Par contre, quand ils sont attirés plus perpendiculairement à l'équateur, ils s'entrechoquent, montent à la verticale et  créent un « Pot » sans vent, qui atteint couramment 500 kilomètres de large. Les seuls espoirs résident alors dans l'énorme activité nuageuse qui s'y développe, les plus gros grains générant leur propre souffle.
Mais juillet-août nous réservent une autre particularité : l'alizé de l'hémisphère Sud, plus musclé que son confrère surtout en cette saison, déborde largement côté nord et produit deux effets : d'abord la zone de convergence entre les deux vents se décale vers le Nord, c'est pourquoi le Pot au Noir atlantique est plutôt situé entre 8°Nord et 13°Nord. Ensuite, plus le « Pot » remonte, plus l'alizé de Sud-Est - qui subit une déviation en franchissant l'équateur-  s'enroule vers la droite et prend une direction Sud-Ouest en se chargeant d'humidité. C'est le phénomène de mousson bien connu dans les contrées asiatiques. C'est en exploitant cette opportunité que nous avons pu, ces derniers jours, progresser vers le Nord non loin des côtes africaines, avant de grignoter les derniers milles grain après grain pour franchir enfin cette ligne de démarcation tant redoutée.

Les 300 milles parcourus en deux jours et les manœuvres incessantes ont finalement ouvert une fenêtre sur un Atlantique Nord relativement typique d'été : l'anticyclone des Açores, avec son grand soleil et ses vents d'Est que tous les vacanciers attendaient en août, monte enfin sur l'Europe !  Et les dépressions, synonymes de vents d'Ouest et de pluies sont bloquées loin dans l'Ouest ou vers le Nord de l'Océan. En clair, une calamité pour nous qui préférerions, ne vous en déplaisent, que la pluie arrose les jardins et que les feuilles volent dans les gouttières ! Et au diable les vents d'Est !
La remontée s'annonce donc pénible même si une petite dépression orageuse qui circule du côté de Madère devrait nous filer un coup de pouce pendant deux ou trois jours.

Même s'il est hors de question de lâcher prise si près du but, l'équipage, pourtant habitué à ces jeux de hasard, grommelle dans les coursives et insulte les cieux, avant de déglutir cette remontée au vent de 5000 kilomètres qui s'impose.
Du coup, les inconforts et les irritations s'exacerbent. Les bannettes commencent à sautiller et l'humidité sournoise revient sur les parois. Les repas lyophilisés montrent franchement leurs limites.
Les stocks de vêtements propres s'épuisent. Il n'y a quasiment plus rien à mettre sur les tartines et les trois pots de confitures restant ne feront pas la jonction avec le premier petit déjeuner qui nous attend à Londres. Bref, chaque détail devient important et on sent bien, par moment, qu'il suffirait d'une broutille pour que cette merveilleuse machine humaine qu'est un équipage, déraille.

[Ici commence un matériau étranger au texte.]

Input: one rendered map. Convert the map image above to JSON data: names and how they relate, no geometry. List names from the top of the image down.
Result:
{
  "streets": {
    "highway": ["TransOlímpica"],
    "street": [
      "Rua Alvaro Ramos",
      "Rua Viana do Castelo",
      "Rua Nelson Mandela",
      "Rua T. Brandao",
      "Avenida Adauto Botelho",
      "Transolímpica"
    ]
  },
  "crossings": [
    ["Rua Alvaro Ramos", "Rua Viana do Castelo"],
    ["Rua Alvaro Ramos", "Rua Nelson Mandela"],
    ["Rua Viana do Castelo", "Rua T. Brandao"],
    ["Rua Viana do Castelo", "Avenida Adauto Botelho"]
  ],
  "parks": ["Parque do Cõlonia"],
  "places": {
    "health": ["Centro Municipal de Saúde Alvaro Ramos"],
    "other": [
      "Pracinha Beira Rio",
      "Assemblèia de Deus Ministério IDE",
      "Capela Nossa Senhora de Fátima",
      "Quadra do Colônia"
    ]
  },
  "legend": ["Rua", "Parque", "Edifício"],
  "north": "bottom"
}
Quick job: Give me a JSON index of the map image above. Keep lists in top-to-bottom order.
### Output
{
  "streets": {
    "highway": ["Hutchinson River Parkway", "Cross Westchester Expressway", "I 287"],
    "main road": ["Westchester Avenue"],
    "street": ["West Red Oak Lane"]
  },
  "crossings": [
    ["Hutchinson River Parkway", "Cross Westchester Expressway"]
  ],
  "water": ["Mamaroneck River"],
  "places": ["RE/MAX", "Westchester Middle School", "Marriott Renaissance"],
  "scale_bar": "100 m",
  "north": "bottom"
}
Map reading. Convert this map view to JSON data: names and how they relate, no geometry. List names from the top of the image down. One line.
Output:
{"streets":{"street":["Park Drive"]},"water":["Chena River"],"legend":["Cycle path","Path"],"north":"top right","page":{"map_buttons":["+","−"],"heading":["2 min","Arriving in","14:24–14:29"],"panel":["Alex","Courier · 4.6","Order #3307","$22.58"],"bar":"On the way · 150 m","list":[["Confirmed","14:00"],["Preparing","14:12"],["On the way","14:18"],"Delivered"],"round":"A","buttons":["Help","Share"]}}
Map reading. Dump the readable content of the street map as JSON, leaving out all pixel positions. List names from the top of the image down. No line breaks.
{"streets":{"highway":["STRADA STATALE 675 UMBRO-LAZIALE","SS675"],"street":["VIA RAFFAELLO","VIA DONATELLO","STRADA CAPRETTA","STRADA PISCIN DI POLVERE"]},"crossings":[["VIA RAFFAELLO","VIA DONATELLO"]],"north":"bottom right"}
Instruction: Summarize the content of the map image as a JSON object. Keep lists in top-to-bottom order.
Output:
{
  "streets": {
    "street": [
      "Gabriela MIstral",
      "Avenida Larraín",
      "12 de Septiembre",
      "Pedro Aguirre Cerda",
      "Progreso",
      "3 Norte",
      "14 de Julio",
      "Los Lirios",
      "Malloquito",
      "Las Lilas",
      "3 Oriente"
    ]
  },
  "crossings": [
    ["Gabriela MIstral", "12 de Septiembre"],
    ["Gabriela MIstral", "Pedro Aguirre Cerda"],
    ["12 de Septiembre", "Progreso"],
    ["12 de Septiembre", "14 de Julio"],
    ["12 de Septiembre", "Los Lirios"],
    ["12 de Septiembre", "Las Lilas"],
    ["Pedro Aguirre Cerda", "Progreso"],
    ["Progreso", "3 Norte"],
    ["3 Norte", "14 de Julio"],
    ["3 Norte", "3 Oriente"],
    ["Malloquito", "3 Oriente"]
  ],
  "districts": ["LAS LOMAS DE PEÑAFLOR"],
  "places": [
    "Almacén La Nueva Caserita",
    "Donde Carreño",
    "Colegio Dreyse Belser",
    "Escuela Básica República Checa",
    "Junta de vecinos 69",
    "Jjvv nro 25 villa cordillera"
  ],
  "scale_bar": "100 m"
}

Chacun fait son effort. Léo a sorti des coins secrets de la cambuse un lot de petits toasts improbables. Lionel nous fait rire en confectionnant une ligne de pêche espérant améliorer l'ordinaire…Les livres changent de main. On discute des copains. Mine de rien, on oublie les 2400 milles lents et humides qu'ils nous restent à parcourir.

Tenir, en pensant fort à vous les terriens, vous qui allez profiter de cet été indien. Indien, mais maudit quand même !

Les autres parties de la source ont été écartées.